La crise propice à la relance du commerce en vrac

« Comment aller plus loin ? », s’interroge Elisabeth Laville, la fondatrice de cet institut, alors même que les crises économique et écologique sont propices à la relance du commerce en vrac. Un produit vendu sous cette forme serait en effet de 5 % à 40 % moins cher que son équivalent conditionné, affirme l’étude.

La chaîne de magasins Biocoop en tire d’ailleurs argument pour rendre plus accessibles des produits bio généralement plus chers. Ce qui ne veut pas dire que fabricants et distributeurs y trouvent un intérêt économique. « La construction du prix de ces produits, aujourd’hui, n’est pas assez transparente pour argumenter de manière certaine » en ce sens. Le système peut, notamment, s’avérer coûteux en personnel, le client devant être davantage accompagné, sinon surveillé.

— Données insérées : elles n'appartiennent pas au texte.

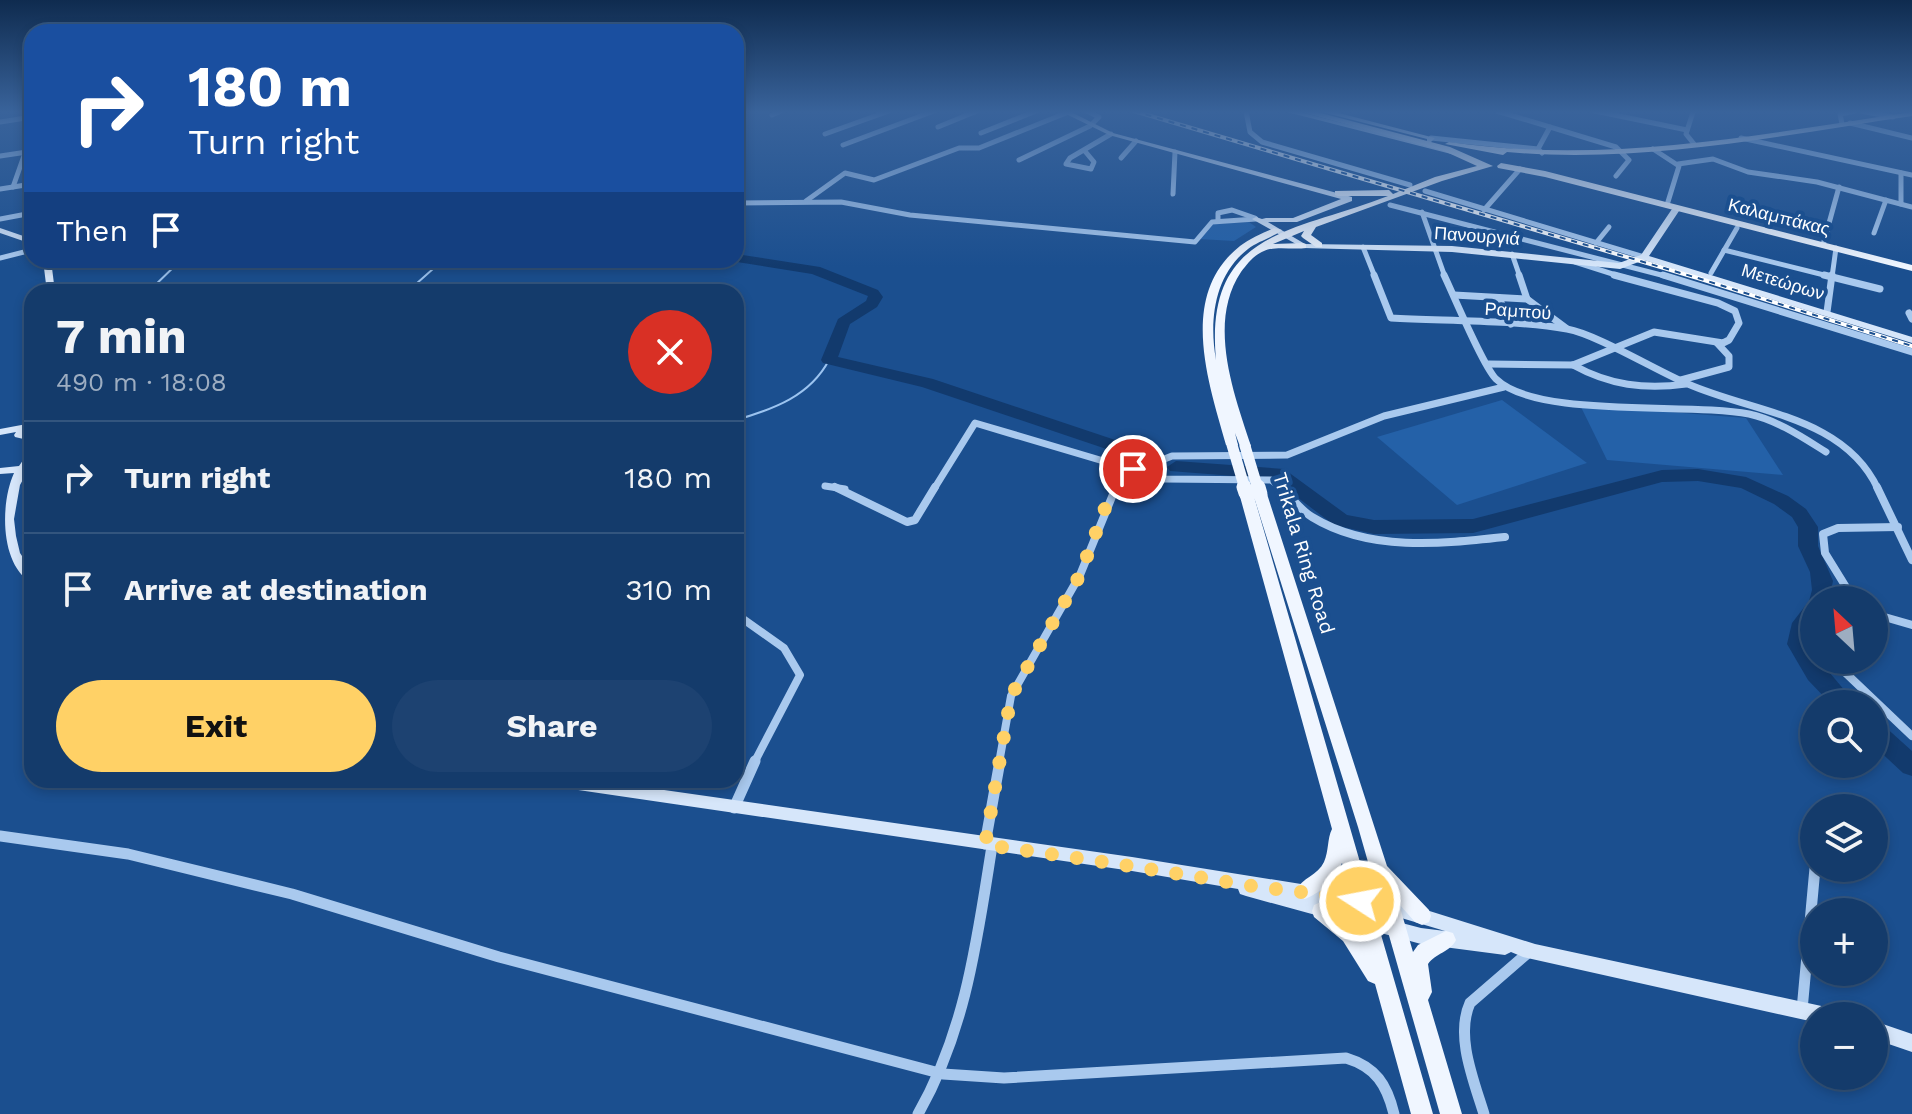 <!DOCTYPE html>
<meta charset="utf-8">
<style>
:root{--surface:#143b6b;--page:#1d4271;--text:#f1f3f6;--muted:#9dadc1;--line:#33557e;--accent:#ffd166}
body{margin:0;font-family:"Work Sans",sans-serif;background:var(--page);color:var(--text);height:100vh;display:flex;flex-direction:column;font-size:30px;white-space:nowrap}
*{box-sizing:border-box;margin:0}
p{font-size:26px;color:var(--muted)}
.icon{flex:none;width:44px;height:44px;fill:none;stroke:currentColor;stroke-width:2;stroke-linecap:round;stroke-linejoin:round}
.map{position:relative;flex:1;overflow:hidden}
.drawer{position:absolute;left:24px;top:284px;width:720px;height:504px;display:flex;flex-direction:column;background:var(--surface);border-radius:24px;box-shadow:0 4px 12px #0003,0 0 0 2px var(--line)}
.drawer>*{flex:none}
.hud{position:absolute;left:24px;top:24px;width:720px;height:244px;border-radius:24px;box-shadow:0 4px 12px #0003,0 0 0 2px var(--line);background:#1a4fa0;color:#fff;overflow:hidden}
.needle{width:52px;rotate:334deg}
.controls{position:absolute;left:1800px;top:586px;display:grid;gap:16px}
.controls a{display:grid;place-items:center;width:88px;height:88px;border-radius:50%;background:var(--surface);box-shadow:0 4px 12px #0003,0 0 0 2px var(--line);font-size:40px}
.pin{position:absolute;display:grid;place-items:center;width:68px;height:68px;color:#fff;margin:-34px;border:4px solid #fff;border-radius:50%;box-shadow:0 2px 8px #0007}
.me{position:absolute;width:88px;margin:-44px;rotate:281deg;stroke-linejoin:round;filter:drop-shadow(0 0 6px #0008)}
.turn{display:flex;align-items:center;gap:28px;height:168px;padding:0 32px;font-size:36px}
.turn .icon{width:104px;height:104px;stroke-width:2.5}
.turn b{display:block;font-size:56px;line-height:68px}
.then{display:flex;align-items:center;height:76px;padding:0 32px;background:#0003;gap:16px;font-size:30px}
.round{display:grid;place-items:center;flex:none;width:84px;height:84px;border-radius:42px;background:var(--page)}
.head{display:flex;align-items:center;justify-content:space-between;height:136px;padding:0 32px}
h1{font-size:48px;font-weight:700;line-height:60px}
.primary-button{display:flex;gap:16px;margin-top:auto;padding:16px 32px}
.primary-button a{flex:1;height:92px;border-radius:48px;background:var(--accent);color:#111;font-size:32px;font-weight:700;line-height:92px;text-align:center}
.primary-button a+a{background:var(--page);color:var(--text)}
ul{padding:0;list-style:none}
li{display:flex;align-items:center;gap:24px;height:112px;padding:0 32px;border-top:2px solid var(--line)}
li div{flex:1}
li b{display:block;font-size:30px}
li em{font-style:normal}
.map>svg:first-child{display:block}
.green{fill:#2461a8}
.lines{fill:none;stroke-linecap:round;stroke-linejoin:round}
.stream{stroke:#9cc4f0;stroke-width:2}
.river{fill:#123a6d;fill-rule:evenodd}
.street-far3{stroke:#a9c9ee;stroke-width:5}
.street-far2{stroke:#a9c9ee;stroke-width:7}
.street-far1{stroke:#a9c9ee;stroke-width:8}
.street{stroke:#a9c9ee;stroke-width:11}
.secondary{fill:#d6e6fa;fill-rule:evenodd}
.primary{fill:#f0f6ff;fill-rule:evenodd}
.rail-casing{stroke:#fff;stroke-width:4}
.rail{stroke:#1b4f8f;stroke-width:2;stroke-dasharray:6;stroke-linecap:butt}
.primary-bridge-far1{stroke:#f0f6ff;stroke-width:11}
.primary-bridge{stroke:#f0f6ff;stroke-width:15}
.route{stroke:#ffd166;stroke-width:14;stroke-dasharray:0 25.2}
.labels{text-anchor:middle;stroke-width:8;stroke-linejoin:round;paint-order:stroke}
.far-street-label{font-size:18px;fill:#fff;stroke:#1b4f8f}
.street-label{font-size:20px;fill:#fff;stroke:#1b4f8f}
</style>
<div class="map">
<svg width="1912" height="1114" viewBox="0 0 1912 1114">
<rect width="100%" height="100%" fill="#1b4f8f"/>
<g class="green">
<polygon points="1249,222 1256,227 1234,241 1199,239 1211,224"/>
<polygon points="1502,400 1587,463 1457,505 1377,437"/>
<polygon points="1580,405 1746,418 1783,475 1607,460"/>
</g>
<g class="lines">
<g class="stream">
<polyline points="148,292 181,260"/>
<polyline points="407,292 443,260"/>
<path d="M736 420C774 409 810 396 829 360"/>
</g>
<g class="river">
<polygon points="736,254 820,267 878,290 883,297 877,307 850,324 838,357 933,379 1154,453 1157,457 1148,463 1142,461 922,387 823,363 821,360 838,319 866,301 868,296 812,274 731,261 736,260"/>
<polygon points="1176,461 1284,469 1347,515 1374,520 1473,519 1662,470 1698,469 1746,477 1788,496 1806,509 1818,527 1818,546 1833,581 1829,600 1814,600 1814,623 1809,644 1814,660 1819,660 1856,704 1831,704 1808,680 1787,644 1792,623 1809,601 1812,590 1810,572 1798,546 1798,527 1792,517 1774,504 1741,488 1698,481 1662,482 1473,533 1374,534 1334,525 1273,479 1170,471 1167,467"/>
<polygon points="1874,721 1882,724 1912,751 1912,776 1903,773 1874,746"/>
</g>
<g class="street-far3">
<polyline points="1246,111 1250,132 1262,142 1410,185"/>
<polyline points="1497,111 1616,147 1629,160 1616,176"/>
<polyline points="1595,111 1687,130"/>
<polyline points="1861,111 1893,117"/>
<polyline points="1693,112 1686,134 1694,144"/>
<polyline points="772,115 781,111"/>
<polyline points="0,122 32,117"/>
<polyline points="1850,123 1912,138"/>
<polyline points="1842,124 1840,114 1855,111"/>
<polyline points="938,127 977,111"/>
<polyline points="981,133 1036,111"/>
<polyline points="825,134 889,111"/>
<polyline points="1431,138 1538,149 1542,153"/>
<polyline points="1741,138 1912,175"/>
<polyline points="843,145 934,111"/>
<polyline points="1538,149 1550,127"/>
<polyline points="1653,149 1679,166 1667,205"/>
<polyline points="1084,150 1094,162 1091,169 1066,164 1070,158 1111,134"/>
<polyline points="0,156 27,152"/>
<polyline points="1121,158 1136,141"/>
<polyline points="1019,160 1090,126 1099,117 1087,111"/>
<polyline points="1678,164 1713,159 1748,172 1817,182 1912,207"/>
<polyline points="1901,173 1901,204"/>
<polyline points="13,187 32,133"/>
<polyline points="0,189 32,184"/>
<polyline points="1425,191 1644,257"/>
<polyline points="1173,194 1175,152"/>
<polyline points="806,201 845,173 874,180 959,148 979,148 1066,113"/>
<polyline points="736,203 841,202 910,215 1195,242 1212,222 1256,219"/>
<polyline points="1390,205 1669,277"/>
<polyline points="1484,210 1520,169"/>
<polyline points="1422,212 1445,277"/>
<polyline points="0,219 32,213"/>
<polyline points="1218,220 1218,213 1232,210 1255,218"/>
<polyline points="1874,233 1886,200"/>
<polyline points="1596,243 1609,227"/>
<polyline points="1823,245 1839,187"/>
<polyline points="1363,247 1375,277"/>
<polyline points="1724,250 1832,277"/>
<polyline points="1512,254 1520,277"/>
<polyline points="0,258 32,250"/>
<polyline points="1575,262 1622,277"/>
<polyline points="1711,273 1737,228"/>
<polyline points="1832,277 1836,248"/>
</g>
<g class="street-far2">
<path d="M1374 275 1391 318C1445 321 1515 320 1567 329 1596 334 1657 371 1688 384 1754 413 1844 416 1878 489"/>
<path d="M1444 275C1454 296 1483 366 1496 379 1537 419 1690 402 1749 414 1777 420 1802 437 1826 452"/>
<polyline points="1519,275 1527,299 1566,328"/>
<polyline points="1663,275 1912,352"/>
<polyline points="1824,275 1880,289"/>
<polyline points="1454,295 1527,299"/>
<polyline points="1499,298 1511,324"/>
<polyline points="1827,312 1832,275"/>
<polyline points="1909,313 1912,319"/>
<polyline points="1489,364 1573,365 1654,332 1723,343 1729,340 1739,323 1735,311 1718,303 1614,275"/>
<path d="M1573 365C1609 385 1645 390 1686 384"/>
<polyline points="1681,380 1729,367 1729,356 1717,343"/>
<polyline points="825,486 845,489"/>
<polyline points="934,489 975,423 1164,479 1271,480 1283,489"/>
<polyline points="1114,489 1124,475 1172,456 1287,455 1384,416 1504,387"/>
</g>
<g class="street-far1">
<polyline points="835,487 907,522 915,520 935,487"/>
<path d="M1281 487C1291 497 1300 510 1312 517 1369 552 1441 544 1505 537"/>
<polyline points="1877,487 1912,560"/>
<polyline points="1854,600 1825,553 1823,534 1838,528 1898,527"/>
<polyline points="736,614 784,648 800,675 754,763"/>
<polyline points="1874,614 1912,625"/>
<polyline points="1832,660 1912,736"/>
<polyline points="999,763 1011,696 1080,575 1116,487"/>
</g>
<g class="street">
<polyline points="734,808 755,761"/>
<path d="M0 836 128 854 292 894 499 957 943 1074 1004 1078 1346 1058C1376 1067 1387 1085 1394 1114"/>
<polyline points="985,844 1000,761"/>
<polyline points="1802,1010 1815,868"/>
<path d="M918 1114C966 1030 977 940 992 846"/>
<path d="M1484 1114C1474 1081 1455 1036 1470 1003L1530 951"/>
</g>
<g class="secondary">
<polygon points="1060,111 1069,111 1113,133 1352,197 1352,201 1297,222 1268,222 1305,244 1452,246 1619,263 1641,255 1674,206 1680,206 1681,208 1649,256 1912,337 1912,343 1644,260 1620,269 1452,252 1303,248 1252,219 1256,217 1262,219 1266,218 1293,218 1341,199 1109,135"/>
<polygon points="1283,111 1296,111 1463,154 1459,156"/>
<polygon points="1318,111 1331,111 1435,138 1430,143 1427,143 1427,139"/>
<polygon points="0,228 32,239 32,244 0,233"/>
<polygon points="43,260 51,260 55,292 47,292"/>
<polygon points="32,423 32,431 28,434 32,435 32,441 15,437 14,435 16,432 0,435 0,429"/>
<path d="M32 452V463L20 485 14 519 16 536 20 553 32 571V583C0 565 0 504 14 473L0 474V468L19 466 28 453Z"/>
<path d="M544 780H594L1132 857 1388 898 1535 944 1826 1007 1832 1010 1835 1016H1814V1022L1523 957 1511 952 1505 955 1421 944 1246 896 1240 894 1238 889 1132 871 551 786 546 784ZM1329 904 1388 914 1445 931 1421 928Z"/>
<polygon points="1874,1021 1912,1034 1912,1052 1874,1039"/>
</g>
<g class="primary">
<path d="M1298 111H1313L1450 147 1493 166 1442 181 1316 227 1311 235 1322 243V247H1316L1303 238 1301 236 1304 231 1273 244 1303 243 1306 244V248C1294 250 1274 246 1264 251 1254 255 1247 264 1241 272 1207 323 1234 394 1251 446L1249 449H1241L1235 433 1238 445 1232 449 1226 445C1208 381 1178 295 1240 246 1250 238 1263 233 1274 228L1282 230C1272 238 1258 241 1248 249 1214 275 1209 321 1216 360 1204 230 1293 233 1388 196H1338L1335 195V191L1389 190 1393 194 1435 177 1477 166 1444 151Z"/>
<path d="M1912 112V116C1777 136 1643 164 1507 152L1503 155 1445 144 1449 142C1607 165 1755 135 1912 112Z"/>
<polygon points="1501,163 1545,171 1912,265 1912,271 1545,177 1498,168 1497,166"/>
<path d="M1246 489 1253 493 1433 1114H1411L1375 984 1368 981 1343 941 1314 917 1312 911 1314 905 1321 902C1336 908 1353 923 1362 937L1342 863C1334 881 1323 891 1305 899L1298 896 1296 890C1302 878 1318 875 1324 862 1329 851 1327 839 1332 829L1239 493Z"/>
<path d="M1260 490 1267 494 1387 866 1429 910 1431 916 1429 922 1422 925 1415 922 1399 904 1413 952 1418 945 1446 931 1453 933 1456 940C1450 952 1436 953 1428 964L1432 992 1428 1000 1462 1114H1440L1358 827 1253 494Z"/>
</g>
<g class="rail-casing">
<polyline id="rail" points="1134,111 1701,279 1912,346"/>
</g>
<use href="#rail" class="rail"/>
<g class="primary-bridge-far1">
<polyline points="1232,445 1245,489"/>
<polyline points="1245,446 1258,489"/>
</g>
<g class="primary-bridge">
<polyline points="1244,487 1246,493"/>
<polyline points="1258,487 1260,494"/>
</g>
</g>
<linearGradient id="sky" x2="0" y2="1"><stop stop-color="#0f2b4f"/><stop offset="0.42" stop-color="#39639b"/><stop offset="1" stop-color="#39639b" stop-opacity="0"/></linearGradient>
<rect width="1912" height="267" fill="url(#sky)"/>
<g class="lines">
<path class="route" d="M1133 469 1118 481 1110 495 1080 575 1011 696 985 845C1066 856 1146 868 1227 882 1271 890 1316 892 1360 901"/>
</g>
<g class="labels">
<g class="far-street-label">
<text transform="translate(1779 217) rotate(14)" y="6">Καλαμπάκας</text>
<text transform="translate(1477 236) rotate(4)" y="6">Πανουργιά</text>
<text transform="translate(1783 282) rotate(17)" y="6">Μετεώρων</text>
<text transform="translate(1518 311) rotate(4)" y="6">Ραμπού</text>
</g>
<g class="street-label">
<text transform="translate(1304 553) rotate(73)" y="7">Trikala Ring Road</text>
</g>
</g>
</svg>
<div class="controls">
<a><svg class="needle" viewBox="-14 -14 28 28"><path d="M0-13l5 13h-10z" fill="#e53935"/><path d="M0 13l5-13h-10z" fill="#9dadc1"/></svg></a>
<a><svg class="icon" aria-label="search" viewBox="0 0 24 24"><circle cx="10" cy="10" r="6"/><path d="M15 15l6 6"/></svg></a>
<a><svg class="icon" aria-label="layers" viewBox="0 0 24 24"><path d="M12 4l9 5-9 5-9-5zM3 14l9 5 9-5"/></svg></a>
<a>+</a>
<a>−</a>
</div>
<div class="pin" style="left:1133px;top:469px;background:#d93025"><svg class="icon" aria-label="arrive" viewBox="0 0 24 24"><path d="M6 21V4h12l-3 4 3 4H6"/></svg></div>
<svg class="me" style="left:1360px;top:901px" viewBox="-20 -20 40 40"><circle r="17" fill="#ffd166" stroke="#fff" stroke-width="3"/><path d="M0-11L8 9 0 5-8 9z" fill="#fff"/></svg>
<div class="hud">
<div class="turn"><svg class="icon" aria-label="right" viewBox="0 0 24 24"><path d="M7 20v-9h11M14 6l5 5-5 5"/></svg><div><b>180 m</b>Turn right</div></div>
<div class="then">Then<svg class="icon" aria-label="arrive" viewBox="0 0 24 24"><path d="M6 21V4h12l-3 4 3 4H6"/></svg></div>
</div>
<section class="drawer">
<div class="head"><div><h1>7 min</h1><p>490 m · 18:08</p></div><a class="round" style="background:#d93025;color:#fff"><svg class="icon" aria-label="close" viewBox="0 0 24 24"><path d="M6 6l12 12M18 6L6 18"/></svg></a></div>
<ul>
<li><svg class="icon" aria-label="right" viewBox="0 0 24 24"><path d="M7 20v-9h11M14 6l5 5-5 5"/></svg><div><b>Turn right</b></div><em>180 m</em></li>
<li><svg class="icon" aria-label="arrive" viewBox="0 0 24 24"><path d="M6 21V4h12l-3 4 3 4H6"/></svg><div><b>Arrive at destination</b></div><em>310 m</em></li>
</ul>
<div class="primary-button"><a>Exit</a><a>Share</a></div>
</section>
</div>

Pas de certitude, non plus, sur le point de savoir si la vente en vrac a un « impact environnemental global » foncièrement positif. La formule permet certes d’alléger le poids des poubelles et, en principe, elle décourage également le gaspillage alimentaire, mais là encore il n’y a pas de données objectives.

Sur le plan sanitaire, l’étude ne signale aucun problème de sécurité. Même si la vente en vrac est un vrai défi, s’agissant des produits frais et des cosmétiques, sensibles aux contaminations.